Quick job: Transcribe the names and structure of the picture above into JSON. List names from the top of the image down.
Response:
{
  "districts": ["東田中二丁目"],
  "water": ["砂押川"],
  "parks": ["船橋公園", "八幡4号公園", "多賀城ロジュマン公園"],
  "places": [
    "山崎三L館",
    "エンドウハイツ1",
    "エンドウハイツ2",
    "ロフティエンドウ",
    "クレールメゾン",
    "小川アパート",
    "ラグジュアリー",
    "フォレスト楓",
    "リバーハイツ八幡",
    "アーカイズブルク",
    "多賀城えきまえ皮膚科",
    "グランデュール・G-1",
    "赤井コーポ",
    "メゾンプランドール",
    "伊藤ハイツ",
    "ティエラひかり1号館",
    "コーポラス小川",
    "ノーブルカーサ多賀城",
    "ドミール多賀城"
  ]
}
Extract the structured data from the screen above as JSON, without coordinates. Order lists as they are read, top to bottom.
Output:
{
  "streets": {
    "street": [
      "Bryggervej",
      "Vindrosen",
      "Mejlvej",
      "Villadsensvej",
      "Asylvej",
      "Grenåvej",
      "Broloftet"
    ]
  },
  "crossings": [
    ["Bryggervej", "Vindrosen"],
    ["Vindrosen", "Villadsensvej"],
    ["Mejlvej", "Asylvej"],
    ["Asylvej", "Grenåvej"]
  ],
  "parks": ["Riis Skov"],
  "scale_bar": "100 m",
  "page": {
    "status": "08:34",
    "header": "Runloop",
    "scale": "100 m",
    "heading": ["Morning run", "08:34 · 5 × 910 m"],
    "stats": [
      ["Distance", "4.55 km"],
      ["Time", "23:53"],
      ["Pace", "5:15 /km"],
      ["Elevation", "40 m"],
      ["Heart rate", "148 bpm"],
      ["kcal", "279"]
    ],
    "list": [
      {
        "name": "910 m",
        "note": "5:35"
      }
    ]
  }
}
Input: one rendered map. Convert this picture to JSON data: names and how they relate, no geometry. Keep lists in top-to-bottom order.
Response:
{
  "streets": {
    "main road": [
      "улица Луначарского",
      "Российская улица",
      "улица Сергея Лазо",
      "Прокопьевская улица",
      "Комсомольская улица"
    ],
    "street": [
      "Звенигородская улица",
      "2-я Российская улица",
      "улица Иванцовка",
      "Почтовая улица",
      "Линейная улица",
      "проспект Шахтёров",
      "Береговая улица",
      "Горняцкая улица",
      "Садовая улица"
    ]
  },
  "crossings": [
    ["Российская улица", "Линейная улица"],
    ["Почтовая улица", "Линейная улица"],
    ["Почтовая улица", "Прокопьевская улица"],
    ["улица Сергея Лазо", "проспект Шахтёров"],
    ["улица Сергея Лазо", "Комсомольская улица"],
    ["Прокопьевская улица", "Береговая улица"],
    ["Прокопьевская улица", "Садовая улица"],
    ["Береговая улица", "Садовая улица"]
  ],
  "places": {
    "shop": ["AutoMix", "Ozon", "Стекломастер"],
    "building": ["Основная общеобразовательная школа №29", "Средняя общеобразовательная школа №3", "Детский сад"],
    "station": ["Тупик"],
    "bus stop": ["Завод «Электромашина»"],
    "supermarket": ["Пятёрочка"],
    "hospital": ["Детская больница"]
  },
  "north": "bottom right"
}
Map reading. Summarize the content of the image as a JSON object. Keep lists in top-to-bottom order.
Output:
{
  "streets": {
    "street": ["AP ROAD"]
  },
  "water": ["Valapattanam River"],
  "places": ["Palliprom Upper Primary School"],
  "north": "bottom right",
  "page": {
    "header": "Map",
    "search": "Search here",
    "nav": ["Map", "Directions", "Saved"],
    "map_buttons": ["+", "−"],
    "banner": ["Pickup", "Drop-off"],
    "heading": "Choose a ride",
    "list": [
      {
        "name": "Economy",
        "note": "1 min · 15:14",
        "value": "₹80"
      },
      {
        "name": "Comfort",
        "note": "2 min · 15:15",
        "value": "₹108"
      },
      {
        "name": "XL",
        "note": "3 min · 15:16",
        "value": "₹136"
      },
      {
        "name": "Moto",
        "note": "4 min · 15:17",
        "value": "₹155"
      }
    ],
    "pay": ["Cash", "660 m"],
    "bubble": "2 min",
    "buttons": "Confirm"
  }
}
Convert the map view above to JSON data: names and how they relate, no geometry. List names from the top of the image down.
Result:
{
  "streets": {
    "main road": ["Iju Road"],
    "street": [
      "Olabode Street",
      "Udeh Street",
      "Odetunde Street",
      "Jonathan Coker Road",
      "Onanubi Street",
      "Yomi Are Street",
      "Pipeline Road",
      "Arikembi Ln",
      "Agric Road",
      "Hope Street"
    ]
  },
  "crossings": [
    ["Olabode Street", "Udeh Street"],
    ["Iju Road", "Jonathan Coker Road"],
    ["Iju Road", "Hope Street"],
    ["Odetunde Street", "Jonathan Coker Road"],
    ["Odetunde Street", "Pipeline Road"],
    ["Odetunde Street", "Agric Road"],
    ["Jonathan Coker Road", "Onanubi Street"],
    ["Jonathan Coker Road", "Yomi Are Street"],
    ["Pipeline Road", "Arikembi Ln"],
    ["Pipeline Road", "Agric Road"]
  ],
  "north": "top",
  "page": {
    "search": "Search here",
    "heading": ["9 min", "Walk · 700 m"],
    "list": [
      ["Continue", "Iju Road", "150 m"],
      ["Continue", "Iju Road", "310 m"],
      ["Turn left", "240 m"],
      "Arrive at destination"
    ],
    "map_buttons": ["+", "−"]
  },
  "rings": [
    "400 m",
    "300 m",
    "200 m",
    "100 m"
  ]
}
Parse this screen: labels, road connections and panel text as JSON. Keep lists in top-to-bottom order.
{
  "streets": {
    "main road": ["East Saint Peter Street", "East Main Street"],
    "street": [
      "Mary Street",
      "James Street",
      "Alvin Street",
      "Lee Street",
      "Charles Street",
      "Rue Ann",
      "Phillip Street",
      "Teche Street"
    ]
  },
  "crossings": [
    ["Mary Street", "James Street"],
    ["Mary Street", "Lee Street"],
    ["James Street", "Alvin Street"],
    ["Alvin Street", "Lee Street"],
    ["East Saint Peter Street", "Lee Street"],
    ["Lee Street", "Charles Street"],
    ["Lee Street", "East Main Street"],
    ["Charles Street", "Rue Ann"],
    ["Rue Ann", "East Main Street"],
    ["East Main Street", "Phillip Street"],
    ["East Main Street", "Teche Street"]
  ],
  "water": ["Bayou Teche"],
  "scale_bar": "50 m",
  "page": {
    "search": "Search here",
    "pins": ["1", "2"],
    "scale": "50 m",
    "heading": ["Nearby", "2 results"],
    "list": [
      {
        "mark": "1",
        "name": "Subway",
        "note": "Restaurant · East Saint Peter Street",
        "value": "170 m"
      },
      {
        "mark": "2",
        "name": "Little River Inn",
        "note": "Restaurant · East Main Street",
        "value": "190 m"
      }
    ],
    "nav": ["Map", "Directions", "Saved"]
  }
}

TASK PROMPT - The lines to return are those in the entries above that include "down".

ANSWER SECTION -
Quick job: Transcribe the names and structure of the picture above into JSON. List names from the top of the image down.
Convert the map view above to JSON data: names and how they relate, no geometry. List names from the top of the image down.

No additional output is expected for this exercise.